Delicate Conversations: Is It Depression?

By Mary Ellen Sullivan

It may be among the toughest conversations you ever have to initiate. But when you think a colleague is in trouble it is worse, for both your friend and the firm, to avoid the issue. We’ve asked professionals in the know about how to approach a colleague and provide support when these delicate issues arise.

If Depression Has Become a Problem

“The legal profession has twice the rate of depression than other occupations,” says Dan Lukasik, “and its effects include lack of productivity, the loss of good people, disability and even suicide. It is in everyone’s best interest to address the problem constructively so that the person gets help and can remain productive.”

Lukasik is managing partner of Bernhardi Lukasik PLLC in Buffalo, New York, and founder of the website Lawyers with Depression. His best advice is to educate yourself before talking with your colleague. Learn the signs—the two most common involve a lack of ability to feel pleasure and persistent sadness that fails to resolve. Among the websites he recommends are the Depression and Bipolar Support Alliance  and the National Alliance for the Mentally Ill, as well as the book I Don’t Want to Talk About It: Overcoming the Secret Legacy of Male Depression by Terrence Real.

Lukasik, who has had firsthand experience with depression and now mentors other lawyers across the country who’re dealing with it, offers a thoughtful list of dos and don’ts on taking those first steps toward helping a colleague.

  • Do initiate the conversation away from workplace. “Take them out for lunch or dinner so they know that it is not about work and that you are dealing with something on a personal level,” he says.
  • Don’t tell someone to just “get your act together” or to “take a vacation.” Both are counterproductive. If they could get their act together, they would. And if they took a vacation, because depression is so internal, they would just be depressed on vacation.
  • Do suggest they seek help, but a gentle way is to recommend they see the family doctor (not a psychiatrist) to rule out physical issues.
  • Don’t confront the colleague with more than one person, otherwise they will feel ganged up on and defensive.
  • Do offer concrete help. “A depressed person is often isolated and lacking in energy and motivation,” Lukasik explains. “Instead of telling them to call you whenever they need to talk, you might want to suggest that the two of you meet every Wednesday morning for coffee and conversation.

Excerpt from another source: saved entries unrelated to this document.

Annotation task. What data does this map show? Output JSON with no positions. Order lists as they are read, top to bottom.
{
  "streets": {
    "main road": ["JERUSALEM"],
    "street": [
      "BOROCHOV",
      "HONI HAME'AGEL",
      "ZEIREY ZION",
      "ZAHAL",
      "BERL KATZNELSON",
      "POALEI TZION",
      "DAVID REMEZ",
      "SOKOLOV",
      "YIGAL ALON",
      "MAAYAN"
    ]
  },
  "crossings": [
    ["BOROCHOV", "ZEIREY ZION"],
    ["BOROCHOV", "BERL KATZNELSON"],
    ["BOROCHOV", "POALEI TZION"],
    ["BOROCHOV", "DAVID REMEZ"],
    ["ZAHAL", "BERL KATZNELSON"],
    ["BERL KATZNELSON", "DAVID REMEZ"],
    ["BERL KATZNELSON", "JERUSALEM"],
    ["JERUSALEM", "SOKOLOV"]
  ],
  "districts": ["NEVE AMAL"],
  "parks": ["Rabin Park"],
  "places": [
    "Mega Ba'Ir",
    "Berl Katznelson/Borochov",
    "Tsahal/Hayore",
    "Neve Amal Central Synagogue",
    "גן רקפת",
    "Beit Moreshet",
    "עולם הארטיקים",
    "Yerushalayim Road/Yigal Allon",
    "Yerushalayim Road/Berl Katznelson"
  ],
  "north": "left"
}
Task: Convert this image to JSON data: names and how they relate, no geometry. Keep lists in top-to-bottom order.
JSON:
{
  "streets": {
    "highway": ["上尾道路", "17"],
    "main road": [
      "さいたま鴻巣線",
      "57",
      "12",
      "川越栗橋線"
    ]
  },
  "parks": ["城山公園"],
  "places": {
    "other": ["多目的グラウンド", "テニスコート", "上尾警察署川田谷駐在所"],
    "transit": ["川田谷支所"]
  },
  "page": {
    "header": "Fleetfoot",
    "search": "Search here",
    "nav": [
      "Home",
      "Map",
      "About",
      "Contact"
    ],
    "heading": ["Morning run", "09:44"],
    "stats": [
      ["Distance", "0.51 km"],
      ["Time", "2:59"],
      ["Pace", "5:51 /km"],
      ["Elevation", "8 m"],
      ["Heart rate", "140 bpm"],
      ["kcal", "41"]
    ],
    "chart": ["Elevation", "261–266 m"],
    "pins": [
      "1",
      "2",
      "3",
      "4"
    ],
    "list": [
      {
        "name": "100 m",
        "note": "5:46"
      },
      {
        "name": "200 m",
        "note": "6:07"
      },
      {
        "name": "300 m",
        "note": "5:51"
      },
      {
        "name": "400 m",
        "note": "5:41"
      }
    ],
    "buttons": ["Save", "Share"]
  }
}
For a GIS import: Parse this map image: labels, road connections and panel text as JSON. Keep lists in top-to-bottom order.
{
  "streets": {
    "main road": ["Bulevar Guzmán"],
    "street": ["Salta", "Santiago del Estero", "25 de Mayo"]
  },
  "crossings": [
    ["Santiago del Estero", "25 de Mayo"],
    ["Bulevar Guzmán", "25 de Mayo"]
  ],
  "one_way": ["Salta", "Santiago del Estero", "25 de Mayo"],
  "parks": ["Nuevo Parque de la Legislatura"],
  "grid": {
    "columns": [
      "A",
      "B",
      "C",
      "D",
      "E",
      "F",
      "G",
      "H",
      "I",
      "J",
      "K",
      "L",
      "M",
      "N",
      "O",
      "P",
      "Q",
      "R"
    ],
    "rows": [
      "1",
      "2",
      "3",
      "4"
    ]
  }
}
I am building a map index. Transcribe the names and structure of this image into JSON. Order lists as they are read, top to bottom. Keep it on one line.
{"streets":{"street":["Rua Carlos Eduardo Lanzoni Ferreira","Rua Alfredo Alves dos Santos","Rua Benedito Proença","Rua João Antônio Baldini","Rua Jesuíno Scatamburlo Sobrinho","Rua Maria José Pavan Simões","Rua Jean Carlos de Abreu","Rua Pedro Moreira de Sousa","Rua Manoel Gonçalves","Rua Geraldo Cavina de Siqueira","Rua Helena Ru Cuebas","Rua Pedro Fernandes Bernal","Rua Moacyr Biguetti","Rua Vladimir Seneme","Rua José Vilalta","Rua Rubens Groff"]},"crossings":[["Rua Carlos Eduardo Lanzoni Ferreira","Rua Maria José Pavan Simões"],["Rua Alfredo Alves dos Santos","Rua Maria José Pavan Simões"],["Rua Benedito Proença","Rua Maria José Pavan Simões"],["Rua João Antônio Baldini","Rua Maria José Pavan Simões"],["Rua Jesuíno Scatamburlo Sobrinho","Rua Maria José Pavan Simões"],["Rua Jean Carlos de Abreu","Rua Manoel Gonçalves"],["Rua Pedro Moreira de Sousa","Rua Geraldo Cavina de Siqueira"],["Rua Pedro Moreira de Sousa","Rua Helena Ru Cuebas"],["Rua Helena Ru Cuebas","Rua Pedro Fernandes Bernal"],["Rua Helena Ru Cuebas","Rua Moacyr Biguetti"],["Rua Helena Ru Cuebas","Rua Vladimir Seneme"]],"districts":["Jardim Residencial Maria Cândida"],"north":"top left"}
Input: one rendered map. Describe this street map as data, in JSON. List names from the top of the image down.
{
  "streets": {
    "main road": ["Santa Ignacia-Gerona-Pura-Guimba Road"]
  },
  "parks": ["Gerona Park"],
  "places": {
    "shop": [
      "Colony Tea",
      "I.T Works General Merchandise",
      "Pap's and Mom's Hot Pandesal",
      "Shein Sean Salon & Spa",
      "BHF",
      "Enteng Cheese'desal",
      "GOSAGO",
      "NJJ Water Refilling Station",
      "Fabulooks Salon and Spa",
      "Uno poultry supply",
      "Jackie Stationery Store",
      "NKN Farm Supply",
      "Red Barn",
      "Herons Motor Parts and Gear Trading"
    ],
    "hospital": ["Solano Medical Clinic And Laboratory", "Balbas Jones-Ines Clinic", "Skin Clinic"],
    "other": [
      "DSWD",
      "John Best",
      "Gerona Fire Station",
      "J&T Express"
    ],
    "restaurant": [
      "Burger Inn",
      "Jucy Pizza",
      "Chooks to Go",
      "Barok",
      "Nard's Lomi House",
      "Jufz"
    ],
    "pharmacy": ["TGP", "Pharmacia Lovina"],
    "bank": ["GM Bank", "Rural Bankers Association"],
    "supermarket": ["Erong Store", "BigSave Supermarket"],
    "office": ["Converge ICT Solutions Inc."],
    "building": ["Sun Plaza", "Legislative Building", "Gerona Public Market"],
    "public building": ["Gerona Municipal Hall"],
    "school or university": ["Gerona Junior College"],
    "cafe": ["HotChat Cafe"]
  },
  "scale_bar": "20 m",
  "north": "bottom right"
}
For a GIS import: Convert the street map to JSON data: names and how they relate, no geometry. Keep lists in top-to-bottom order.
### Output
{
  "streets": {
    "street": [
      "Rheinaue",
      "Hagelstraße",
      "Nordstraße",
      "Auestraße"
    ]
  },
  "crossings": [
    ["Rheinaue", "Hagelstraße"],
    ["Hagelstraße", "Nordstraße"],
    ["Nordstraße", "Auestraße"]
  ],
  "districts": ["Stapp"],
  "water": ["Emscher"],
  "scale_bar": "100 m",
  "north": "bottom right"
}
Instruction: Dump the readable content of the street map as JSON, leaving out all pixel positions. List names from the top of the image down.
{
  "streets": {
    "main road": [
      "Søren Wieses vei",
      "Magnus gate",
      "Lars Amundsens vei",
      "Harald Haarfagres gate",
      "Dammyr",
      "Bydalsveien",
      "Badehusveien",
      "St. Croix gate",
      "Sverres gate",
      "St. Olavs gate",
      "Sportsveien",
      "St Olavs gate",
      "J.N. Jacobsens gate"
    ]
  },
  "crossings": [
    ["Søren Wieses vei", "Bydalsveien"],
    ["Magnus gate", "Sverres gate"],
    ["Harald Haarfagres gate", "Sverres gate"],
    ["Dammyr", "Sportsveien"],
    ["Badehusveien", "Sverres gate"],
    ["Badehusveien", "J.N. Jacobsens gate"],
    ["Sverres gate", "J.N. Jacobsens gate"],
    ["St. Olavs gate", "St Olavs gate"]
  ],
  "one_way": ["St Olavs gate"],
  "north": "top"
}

Or if you suggest a support group, offer to drive them there and back. This shows them that there is someone in their corner fighting for them.”
  • Don’t go into the default lawyer mode of talking rather than listening. “I’ve found that typically lawyers don’t listen well,” says Lukasik. “On this occasion, you need to really hear what they are saying.”
  • Do walk your talk. If you suggest a book, read it first. This gives you more credibility and heads off any objections they may raise.
  • Do give them a choice. “Ultimately, getting help is their responsibility,” says Lukasik. “What you can say, however, is ‘I encourage you to get help now, but it is your choice. Just know that doing nothing is not realistic, and the longer you wait, the stakes get higher, and we’d like you to remain at our firm.’”
  • Do offer workplace accommodations. “If the person cannot take time off but is focused on healing, do what you can to give them the space they need. You could, for example, temporarily give them more flexible hours, a shorter workweek or a different caseload. Typically, depressed people feel lost. These practical steps help chip away at their sense of helplessness.”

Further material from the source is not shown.